Knowledge-Map RAG (KM-RAG) shifts the paradigm from "mechanical chunking" to "structured knowledge engineering".

1. From Chunks to Knowledge Units (KU)

Instead of random character-based splits, knowledge is partitioned into Knowledge Units that preserve structural meaning:

  • Unit Types: Section, Table, Definition, ProcedureStep, PolicyRule.
  • Properties: Stable ID, Version, Canonical Text, Rendered Context, Provenance (source, page, path).

2. The Knowledge Map (Graph)

Relationships between Knowledge Units are explicitly modeled to enhance retrieval and context assembly:

  • HAS_UNIT: Document contains Unit.
  • NEXT / PREVIOUS: Sequential flow between units.
  • DEFINES: Unit defines a specific entity or term.
  • REFERENCES: Unit refers to another unit.
  • EXCEPTION_OF: Unit describes an exception to a rule in another unit.

3. Retrieval Strategy: "Plan over Similarity"

Retrieval is not just top-k similarity but a multi-stage process:

  1. Candidate Generation: Hybrid search (Vector + Keyword) to find potential matches.
  2. Graph Expansion: Pulling related units (e.g., "Get the section this table belongs to" or "Get the definition of term X used here").
  3. Reranking: Using a Cross-Encoder to precisely score the expanded candidates.
  4. Context Assembly: Building a grounded context with explicit citations.
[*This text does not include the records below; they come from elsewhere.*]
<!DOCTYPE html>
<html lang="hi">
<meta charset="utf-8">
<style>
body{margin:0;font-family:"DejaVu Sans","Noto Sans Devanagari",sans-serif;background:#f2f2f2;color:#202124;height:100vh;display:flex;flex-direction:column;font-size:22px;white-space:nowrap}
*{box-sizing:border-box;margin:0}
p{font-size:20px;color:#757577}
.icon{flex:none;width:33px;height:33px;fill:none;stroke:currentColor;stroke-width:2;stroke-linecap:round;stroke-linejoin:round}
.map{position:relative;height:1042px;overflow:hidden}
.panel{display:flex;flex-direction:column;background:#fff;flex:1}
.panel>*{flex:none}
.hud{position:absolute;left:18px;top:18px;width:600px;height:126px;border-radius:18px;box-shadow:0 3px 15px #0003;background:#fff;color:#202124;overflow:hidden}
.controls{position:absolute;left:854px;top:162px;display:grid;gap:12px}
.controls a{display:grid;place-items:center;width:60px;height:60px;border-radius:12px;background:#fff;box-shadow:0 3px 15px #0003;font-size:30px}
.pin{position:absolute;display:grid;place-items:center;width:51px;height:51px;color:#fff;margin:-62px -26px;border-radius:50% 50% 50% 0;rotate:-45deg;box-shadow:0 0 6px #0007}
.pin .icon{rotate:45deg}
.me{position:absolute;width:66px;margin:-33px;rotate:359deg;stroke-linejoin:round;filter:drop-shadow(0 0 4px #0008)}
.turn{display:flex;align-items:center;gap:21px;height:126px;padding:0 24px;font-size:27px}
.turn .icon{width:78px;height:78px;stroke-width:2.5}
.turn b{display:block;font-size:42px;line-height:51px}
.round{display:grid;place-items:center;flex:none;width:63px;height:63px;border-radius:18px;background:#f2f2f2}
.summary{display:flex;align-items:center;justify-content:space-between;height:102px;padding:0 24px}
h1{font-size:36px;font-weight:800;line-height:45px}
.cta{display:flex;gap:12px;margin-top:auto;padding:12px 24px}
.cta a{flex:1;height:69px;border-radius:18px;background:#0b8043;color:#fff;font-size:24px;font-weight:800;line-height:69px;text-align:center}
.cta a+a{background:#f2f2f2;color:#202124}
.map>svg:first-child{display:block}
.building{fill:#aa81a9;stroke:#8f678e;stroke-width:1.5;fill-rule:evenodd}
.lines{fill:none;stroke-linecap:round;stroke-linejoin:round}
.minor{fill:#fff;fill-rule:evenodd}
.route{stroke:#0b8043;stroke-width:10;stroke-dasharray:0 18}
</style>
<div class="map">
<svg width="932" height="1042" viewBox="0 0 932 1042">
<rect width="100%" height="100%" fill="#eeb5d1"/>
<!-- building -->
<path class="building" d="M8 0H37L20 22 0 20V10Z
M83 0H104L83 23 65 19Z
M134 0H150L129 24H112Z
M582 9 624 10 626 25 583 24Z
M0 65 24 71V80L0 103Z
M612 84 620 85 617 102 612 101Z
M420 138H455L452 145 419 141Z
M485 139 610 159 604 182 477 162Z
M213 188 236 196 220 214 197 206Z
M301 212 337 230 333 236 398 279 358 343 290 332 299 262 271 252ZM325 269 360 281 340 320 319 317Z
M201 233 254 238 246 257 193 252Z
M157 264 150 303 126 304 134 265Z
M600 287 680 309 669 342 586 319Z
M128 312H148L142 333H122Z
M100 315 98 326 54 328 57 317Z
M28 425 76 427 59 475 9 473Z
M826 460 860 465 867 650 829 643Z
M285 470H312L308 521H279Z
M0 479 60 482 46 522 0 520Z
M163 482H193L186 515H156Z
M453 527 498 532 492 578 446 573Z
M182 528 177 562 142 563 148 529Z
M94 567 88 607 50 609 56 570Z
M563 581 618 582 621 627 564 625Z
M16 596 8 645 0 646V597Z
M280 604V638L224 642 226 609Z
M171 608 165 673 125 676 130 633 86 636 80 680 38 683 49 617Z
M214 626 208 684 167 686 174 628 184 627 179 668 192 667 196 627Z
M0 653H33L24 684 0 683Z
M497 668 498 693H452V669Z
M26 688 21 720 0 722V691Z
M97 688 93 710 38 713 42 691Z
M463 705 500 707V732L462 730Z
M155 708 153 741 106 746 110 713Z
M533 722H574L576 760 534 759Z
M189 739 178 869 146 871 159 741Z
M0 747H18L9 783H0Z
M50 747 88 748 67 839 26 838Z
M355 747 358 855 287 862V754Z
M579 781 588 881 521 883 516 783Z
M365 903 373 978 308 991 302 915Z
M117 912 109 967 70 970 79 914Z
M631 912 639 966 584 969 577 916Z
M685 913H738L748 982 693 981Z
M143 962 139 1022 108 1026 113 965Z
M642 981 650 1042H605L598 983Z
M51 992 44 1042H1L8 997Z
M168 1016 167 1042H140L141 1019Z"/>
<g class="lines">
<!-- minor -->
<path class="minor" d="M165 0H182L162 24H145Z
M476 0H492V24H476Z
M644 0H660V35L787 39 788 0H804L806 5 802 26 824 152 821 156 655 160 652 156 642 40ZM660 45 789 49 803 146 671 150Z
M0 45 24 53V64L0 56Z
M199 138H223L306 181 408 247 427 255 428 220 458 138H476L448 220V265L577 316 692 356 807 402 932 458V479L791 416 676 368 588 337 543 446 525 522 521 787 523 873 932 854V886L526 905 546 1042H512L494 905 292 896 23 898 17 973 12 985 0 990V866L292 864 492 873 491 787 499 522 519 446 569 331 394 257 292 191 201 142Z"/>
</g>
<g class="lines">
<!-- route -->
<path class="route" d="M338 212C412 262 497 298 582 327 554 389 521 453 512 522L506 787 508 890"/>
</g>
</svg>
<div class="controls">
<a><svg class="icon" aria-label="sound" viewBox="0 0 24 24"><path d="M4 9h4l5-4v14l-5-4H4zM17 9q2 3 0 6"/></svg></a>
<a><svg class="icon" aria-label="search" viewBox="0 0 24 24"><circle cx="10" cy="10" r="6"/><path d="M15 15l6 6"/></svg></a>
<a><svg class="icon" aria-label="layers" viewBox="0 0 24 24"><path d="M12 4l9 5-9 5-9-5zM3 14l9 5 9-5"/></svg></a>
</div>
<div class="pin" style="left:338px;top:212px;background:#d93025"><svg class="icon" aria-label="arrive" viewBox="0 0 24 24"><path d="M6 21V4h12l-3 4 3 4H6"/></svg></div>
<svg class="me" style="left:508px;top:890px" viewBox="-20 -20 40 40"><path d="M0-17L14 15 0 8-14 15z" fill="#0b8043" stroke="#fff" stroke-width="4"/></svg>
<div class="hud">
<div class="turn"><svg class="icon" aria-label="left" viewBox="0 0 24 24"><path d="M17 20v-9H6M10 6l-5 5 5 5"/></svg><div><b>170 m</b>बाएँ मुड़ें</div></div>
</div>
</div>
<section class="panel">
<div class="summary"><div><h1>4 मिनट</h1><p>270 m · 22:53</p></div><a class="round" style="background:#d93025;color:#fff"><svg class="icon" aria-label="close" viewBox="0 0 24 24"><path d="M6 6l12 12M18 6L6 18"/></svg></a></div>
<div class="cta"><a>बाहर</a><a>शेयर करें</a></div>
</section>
4. Governance and Provenance

  • Audit Trail: Every answer must be traceable back to specific Knowledge Units with valid provenance.
  • Permission-Aware: Retrieval filters must enforce ACLs at the unit/graph level before the LLM sees the data.
  • Continuous Evaluation: Monitoring "Faithfulness" (groundedness) and "Answer Relevance" using tools like RAGAS or TruLens.